-- ACTIVITY --
Go through the records below and return each line that has "speed" in it.

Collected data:

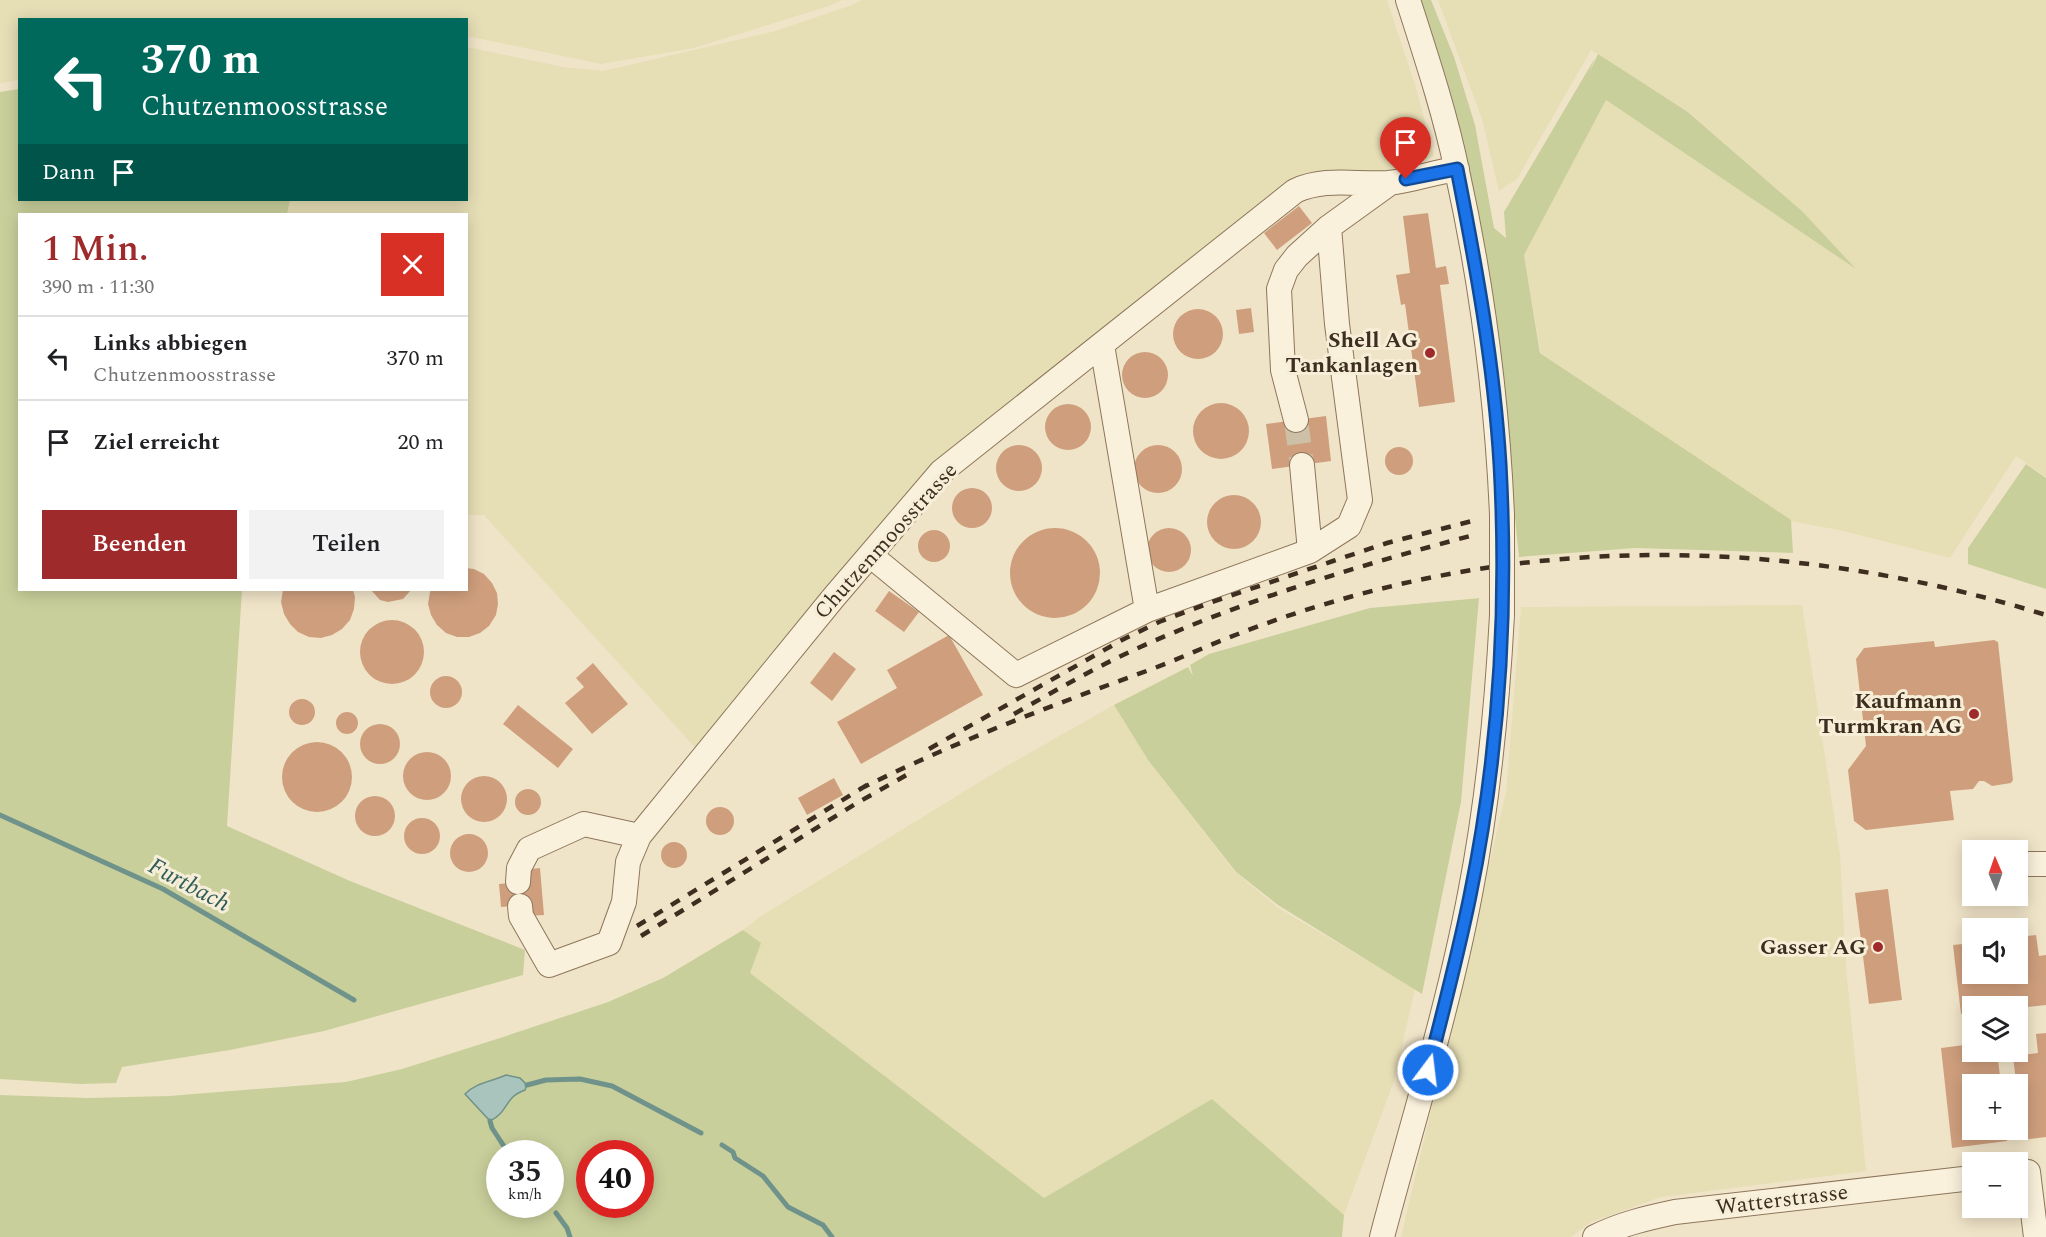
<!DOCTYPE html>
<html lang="de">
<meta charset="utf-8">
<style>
:root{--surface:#fff;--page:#f2f2f2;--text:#202124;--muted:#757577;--line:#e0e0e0;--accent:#9e2a2b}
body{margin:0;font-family:Spectral,serif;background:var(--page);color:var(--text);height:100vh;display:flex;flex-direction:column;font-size:22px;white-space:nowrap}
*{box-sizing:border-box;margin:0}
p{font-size:20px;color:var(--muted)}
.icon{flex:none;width:33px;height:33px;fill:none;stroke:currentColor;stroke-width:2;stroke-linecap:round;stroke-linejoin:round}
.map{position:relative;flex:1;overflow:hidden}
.sheet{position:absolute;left:18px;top:213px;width:450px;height:378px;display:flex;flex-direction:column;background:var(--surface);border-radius:0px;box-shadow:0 3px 15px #0003}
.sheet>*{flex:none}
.top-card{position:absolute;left:18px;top:18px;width:450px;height:183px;border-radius:0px;box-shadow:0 3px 15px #0003;background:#00695c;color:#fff;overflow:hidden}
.needle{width:39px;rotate:358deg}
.tools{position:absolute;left:1962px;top:840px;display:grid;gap:12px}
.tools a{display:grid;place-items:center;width:66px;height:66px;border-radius:0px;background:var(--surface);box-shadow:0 3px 15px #0003;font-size:30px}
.speed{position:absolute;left:486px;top:1140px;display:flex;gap:12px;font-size:30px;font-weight:700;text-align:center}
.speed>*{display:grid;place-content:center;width:78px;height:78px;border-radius:50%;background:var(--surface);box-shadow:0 3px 15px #0003;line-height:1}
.speed small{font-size:15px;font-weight:400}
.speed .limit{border:9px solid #d22;background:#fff;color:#111}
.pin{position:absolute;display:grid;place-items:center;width:51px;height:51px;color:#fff;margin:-62px -26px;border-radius:50% 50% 50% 0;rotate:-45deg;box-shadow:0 0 6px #0007}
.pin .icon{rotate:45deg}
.me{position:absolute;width:66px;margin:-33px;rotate:15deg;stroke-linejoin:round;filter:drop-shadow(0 0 4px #0008)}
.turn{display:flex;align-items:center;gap:21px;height:126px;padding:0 24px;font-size:27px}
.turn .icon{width:78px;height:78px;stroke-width:2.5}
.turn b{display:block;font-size:42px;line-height:51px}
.then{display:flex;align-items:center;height:57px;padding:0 24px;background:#0003;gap:12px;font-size:22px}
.round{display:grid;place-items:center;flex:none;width:63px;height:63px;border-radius:0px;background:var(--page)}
.overview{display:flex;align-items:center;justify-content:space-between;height:102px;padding:0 24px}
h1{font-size:36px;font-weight:600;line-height:45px;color:var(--accent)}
.primary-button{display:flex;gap:12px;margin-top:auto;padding:12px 24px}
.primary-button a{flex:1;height:69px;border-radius:0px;background:var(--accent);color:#fff;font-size:24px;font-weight:600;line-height:69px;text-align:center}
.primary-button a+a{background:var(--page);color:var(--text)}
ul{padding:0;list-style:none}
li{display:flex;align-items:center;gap:18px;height:84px;padding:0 24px;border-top:2px solid var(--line)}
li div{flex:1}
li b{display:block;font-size:22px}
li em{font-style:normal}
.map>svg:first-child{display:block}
</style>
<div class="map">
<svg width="2046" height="1237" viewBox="0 0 2046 1237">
<rect width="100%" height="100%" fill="#f0e4c8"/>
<!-- farmland -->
<path fill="#e6deb5" d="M0 0H842L829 6 694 48 601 64 467 36 466 20H20L19 80 0 83Z
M862 0H1387L1416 88 1434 156 1424 161 1374 173 1318 176 936 469 700 753 484 515H467L466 214H287L290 200H466L467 47 563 67 603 71 772 32 852 5Z
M1438 0H2046V477L2016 456 1950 558 1839 530 1790 521 1541 353 1524 255 1606 100 1854 267 1802 211 1689 112 1591 50 1517 179 1499 191 1482 119Z
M1802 605 1840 855 1846 966 1866 1171 1661 1197 1591 1222 1571 1237H1401L1506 793 1521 607Z
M1114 705 1148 760 1235 872 1277 907 1415 989 1394 1081 1344 1215 1212 1099 1044 1198 750 973 743 930 761 916 996 772Z"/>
<!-- green -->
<path fill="#c9cf9b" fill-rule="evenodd" d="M1415 0H1431L1454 57 1475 125 1494 228 1506 238 1504 212 1595 58 1589 73 1598 54 1688 112 1802 211 1856 269 1606 100 1524 255 1540 353 1791 520 1793 553 1635 548 1519 557 1496 329Z
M19 89 20 200H290L287 214H20V590H242L227 826 350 881 525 950 523 975 324 1031 230 1050 122 1067 116 1083 80 1084 0 1079V92Z
M2026 464 2046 478V589L1968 564V548Z
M1479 598 1461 802 1422 994 1278 905 1236 872 1148 760 1114 705 1188 667 1193 676 1190 665 1209 654 1370 608 1481 598Z
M743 930 761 943 750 973 1044 1198 1212 1099 1344 1215 1342 1237H0V1095L87 1098 169 1096 346 1082 402 1069 500 1038 608 1002 663 978ZM500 1154H550V1204H500ZM590 1154H640V1204H590Z"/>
<!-- water -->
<path fill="#a9c4bc" stroke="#6f938a" stroke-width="1.5" d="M506 1075 520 1078 527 1085 525 1090C503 1098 510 1111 490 1121L465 1094C477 1082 491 1082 506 1075Z"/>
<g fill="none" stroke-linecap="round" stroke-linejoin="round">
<!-- stream -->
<path stroke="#6f938a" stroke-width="5" d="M0 815 163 889 354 1000
M527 1085 546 1080 580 1079 612 1086 701 1133
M490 1121 492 1128 509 1154
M722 1145 733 1152 735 1158 763 1176 788 1207 823 1225 832 1237
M556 1213 567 1228 570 1237"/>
</g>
<!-- building -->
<path fill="#cf9f7d" d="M1299 206 1312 223 1277 250 1264 233Z
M1428 213 1436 268 1446 266 1449 284 1440 285 1455 402 1419 407 1405 304 1401 305 1396 275 1410 273 1403 216Z
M1251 308 1254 332 1239 334 1236 310Z
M1173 334a25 25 0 1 1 50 0a25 25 0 1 1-50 0Z
M1122 375a23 23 0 1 1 46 0a23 23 0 1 1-46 0Z
M1193 431a28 28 0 1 1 56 0a28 28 0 1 1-56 0Z
M1045 427a23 23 0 1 1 46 0a23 23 0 1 1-46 0Z
M1326 416 1331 461 1272 469 1266 424Z
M996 468a23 23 0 1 1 46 0a23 23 0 1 1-46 0Z
M1134 469a24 24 0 1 1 48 0a24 24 0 1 1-48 0Z
M1385 461a14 14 0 1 1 28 0a14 14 0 1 1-28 0Z
M952 508a20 20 0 1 1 40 0a20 20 0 1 1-40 0Z
M1207 522a27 27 0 1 1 54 0a27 27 0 1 1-54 0Z
M1010 573a45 45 0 1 1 90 0a45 45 0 1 1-90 0Z
M1147 550a22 22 0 1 1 44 0a22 22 0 1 1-44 0Z
M918 546a16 16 0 1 1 32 0a16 16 0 1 1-32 0Z
M466 568 474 569 484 574 492 583 497 593 498 604 496 615 489 626 480 633 469 637H457L446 633 437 625 431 615 428 604 430 592 431 590H466Z
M283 590H353L355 597 354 609 350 620 342 629 332 635 321 638 309 637 298 632 290 624 284 614 281 602Z
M371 590H411L403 599 388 602 380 600Z
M889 591 919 612 904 632 875 611Z
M360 652a32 32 0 1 1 64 0a32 32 0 1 1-64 0Z
M949 635 983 695 861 764 837 722 897 688 887 670Z
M1994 640 1998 642 2013 780 2011 783 1992 786 1984 781H1979L1973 789 1950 791 1954 820 1866 830 1854 821 1848 770 1866 746 1856 659 1864 648 1934 641 1935 647Z
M834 652 856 669 832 701 810 683Z
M593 663 628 704 592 734 565 703 584 687 576 678Z
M430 692a16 16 0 1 1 32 0a16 16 0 1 1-32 0Z
M289 712a13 13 0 1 1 26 0a13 13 0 1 1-26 0Z
M518 705 573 749 558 768 503 724Z
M336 723a11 11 0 1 1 22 0a11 11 0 1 1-22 0Z
M360 744a20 20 0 1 1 40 0a20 20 0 1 1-40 0Z
M282 777a35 35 0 1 1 70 0a35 35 0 1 1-70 0Z
M403 776a24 24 0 1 1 48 0a24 24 0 1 1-48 0Z
M461 799a23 23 0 1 1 46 0a23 23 0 1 1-46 0Z
M834 778 843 795 807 815 798 798Z
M515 802a13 13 0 1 1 26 0a13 13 0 1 1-26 0Z
M355 816a20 20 0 1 1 40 0a20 20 0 1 1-40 0Z
M706 821a14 14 0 1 1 28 0a14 14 0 1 1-28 0Z
M404 836a18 18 0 1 1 36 0a18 18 0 1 1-36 0Z
M450 853a19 19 0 1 1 38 0a19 19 0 1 1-38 0Z
M661 855a13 13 0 1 1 26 0a13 13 0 1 1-26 0Z
M540 868 544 915 527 916 526 905 501 907 499 884 524 882 523 870Z
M1888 889 1902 1000 1869 1004 1855 893Z
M2036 935 2039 956 2046 955V1005L2018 1008V1006H1972V1013L1961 1014 1953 945 1972 943V974H2018V937Z
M2046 1033V1137L2023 1140 2013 1056 2038 1053 2036 1034Z
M1972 1044V1052H1997L2001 1084H1972V1130H2006L2007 1141 1952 1148 1941 1048Z"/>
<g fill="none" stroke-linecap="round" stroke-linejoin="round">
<!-- minor-tunnel -->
<path stroke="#ccc0a6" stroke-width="24" stroke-dasharray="24 12" stroke-linecap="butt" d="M1296 420 1302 465"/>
<defs>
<path id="minor" d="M1408 0C1426 56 1445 113 1457 171 1482 284 1497 399 1502 515
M1329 227 1390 183
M1102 345 1147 610
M1296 420 1283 370 1279 289 1286 270 1297 256 1329 227 1337 324 1360 500 1349 526 1310 551 1302 465
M870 555 1016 675 1147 610 1310 551
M2018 864H2046
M518 882 519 868 529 849 584 824 639 836
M520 906 521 916 549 965 609 943 624 902 628 862 639 836 834 597 941 472 1295 191C1325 177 1356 185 1388 183 1411 181 1434 172 1457 169
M2028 1172 2036 1237
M1382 1237C1412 1123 1448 1010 1470 894 1488 802 1497 709 1502 615
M1595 1237C1621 1224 1647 1218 1675 1212L1972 1178"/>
</defs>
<!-- minor casing -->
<use href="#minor" stroke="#8d765c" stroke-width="26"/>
<!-- minor -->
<use href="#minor" stroke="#faf1dc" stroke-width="24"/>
<!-- rail -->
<path stroke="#3d2e20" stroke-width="4.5" stroke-dasharray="10 10" stroke-linecap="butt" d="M1014 714C1058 689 1101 664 1147 644 1251 598 1361 565 1470 536
M929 749 1122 640 1159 622 1212 602 1333 561 1387 543 1472 521
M860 789C954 742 1053 705 1152 669 1181 658 1209 645 1238 634 1284 616 1332 601 1380 589 1600 534 1830 548 2046 615
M637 926 867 785
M641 936 857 803 910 773"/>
<defs>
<path id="minor-bridge" d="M1502 515V615"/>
</defs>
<!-- minor-bridge casing -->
<use href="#minor-bridge" stroke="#8d765c" stroke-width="26" stroke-linecap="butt"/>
<!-- minor-bridge -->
<use href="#minor-bridge" stroke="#faf1dc" stroke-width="24"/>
</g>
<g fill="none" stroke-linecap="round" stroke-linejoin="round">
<defs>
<path id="route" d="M1406 179 1457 169C1476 266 1494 364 1500 464 1508 608 1499 755 1470 896 1458 955 1443 1012 1428 1070"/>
</defs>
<!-- route casing -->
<use href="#route" stroke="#114b97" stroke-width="15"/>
<!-- route -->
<use href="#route" stroke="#1a73e8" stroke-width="10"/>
</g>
<!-- markers -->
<g fill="#9e2a2b" stroke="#f7eed8" stroke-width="2">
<circle cx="1430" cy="353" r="6"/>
<circle cx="1974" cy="714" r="6"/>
<circle cx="1878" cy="947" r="6"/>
</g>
<g text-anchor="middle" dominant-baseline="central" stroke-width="6" stroke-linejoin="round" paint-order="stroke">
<!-- poi labels -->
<g font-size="22" font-weight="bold" fill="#3d2e20" stroke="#f7eed8" text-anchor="end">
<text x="1418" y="340">Shell AG<tspan x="1418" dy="25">Tankanlagen</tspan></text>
<text x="1962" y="701">Kaufmann<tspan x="1962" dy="25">Turmkran AG</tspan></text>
<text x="1866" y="947">Gasser AG</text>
</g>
<!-- street labels -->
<g font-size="22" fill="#3d2e20" stroke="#f7eed8">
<text transform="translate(886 541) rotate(-48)">Chutzenmoosstrasse</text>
<text transform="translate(1782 1200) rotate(-7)">Watterstrasse</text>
</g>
<!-- water labels -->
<g font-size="24" font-style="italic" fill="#2f5d5a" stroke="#f7eed8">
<text transform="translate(189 885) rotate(28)">Furtbach</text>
</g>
</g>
</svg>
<div class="tools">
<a><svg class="needle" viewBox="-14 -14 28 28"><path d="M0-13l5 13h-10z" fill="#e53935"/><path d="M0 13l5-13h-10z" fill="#757577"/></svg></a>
<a><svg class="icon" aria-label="sound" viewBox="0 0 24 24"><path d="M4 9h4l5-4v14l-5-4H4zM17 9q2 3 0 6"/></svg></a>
<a><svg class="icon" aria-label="layers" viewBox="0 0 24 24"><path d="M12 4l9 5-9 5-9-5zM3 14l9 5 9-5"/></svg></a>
<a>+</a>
<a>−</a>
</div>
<div class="speed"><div>35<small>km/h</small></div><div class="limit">40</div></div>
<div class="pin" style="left:1406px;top:179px;background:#d93025"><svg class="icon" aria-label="arrive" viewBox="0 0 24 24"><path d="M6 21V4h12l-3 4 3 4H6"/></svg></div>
<svg class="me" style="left:1428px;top:1070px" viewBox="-20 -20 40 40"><circle r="17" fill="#1a73e8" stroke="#fff" stroke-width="3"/><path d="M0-11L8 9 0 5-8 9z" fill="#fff"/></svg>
<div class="top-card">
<div class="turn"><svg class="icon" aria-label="left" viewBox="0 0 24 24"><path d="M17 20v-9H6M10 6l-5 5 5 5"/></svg><div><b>370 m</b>Chutzenmoosstrasse</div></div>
<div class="then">Dann<svg class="icon" aria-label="arrive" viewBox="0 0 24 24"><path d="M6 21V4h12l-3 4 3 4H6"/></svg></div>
</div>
<section class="sheet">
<div class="overview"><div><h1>1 Min.</h1><p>390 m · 11:30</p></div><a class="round" style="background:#d93025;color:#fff"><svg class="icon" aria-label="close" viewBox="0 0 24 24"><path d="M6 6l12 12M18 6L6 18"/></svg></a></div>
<ul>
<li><svg class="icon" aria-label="left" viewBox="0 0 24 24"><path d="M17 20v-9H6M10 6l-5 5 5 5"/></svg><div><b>Links abbiegen</b><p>Chutzenmoosstrasse</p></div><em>370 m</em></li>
<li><svg class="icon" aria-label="arrive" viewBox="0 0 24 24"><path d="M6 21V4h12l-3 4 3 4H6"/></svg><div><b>Ziel erreicht</b></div><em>20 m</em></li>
</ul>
<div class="primary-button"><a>Beenden</a><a>Teilen</a></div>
</section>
</div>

-- OUTPUT FOR THIS TASK --
.speed{position:absolute;left:486px;top:1140px;display:flex;gap:12px;font-size:30px;font-weight:700;text-align:center}
.speed>*{display:grid;place-content:center;width:78px;height:78px;border-radius:50%;background:var(--surface);box-shadow:0 3px 15px #0003;line-height:1}
.speed small{font-size:15px;font-weight:400}
.speed .limit{border:9px solid #d22;background:#fff;color:#111}
<div class="speed"><div>35<small>km/h</small></div><div class="limit">40</div></div>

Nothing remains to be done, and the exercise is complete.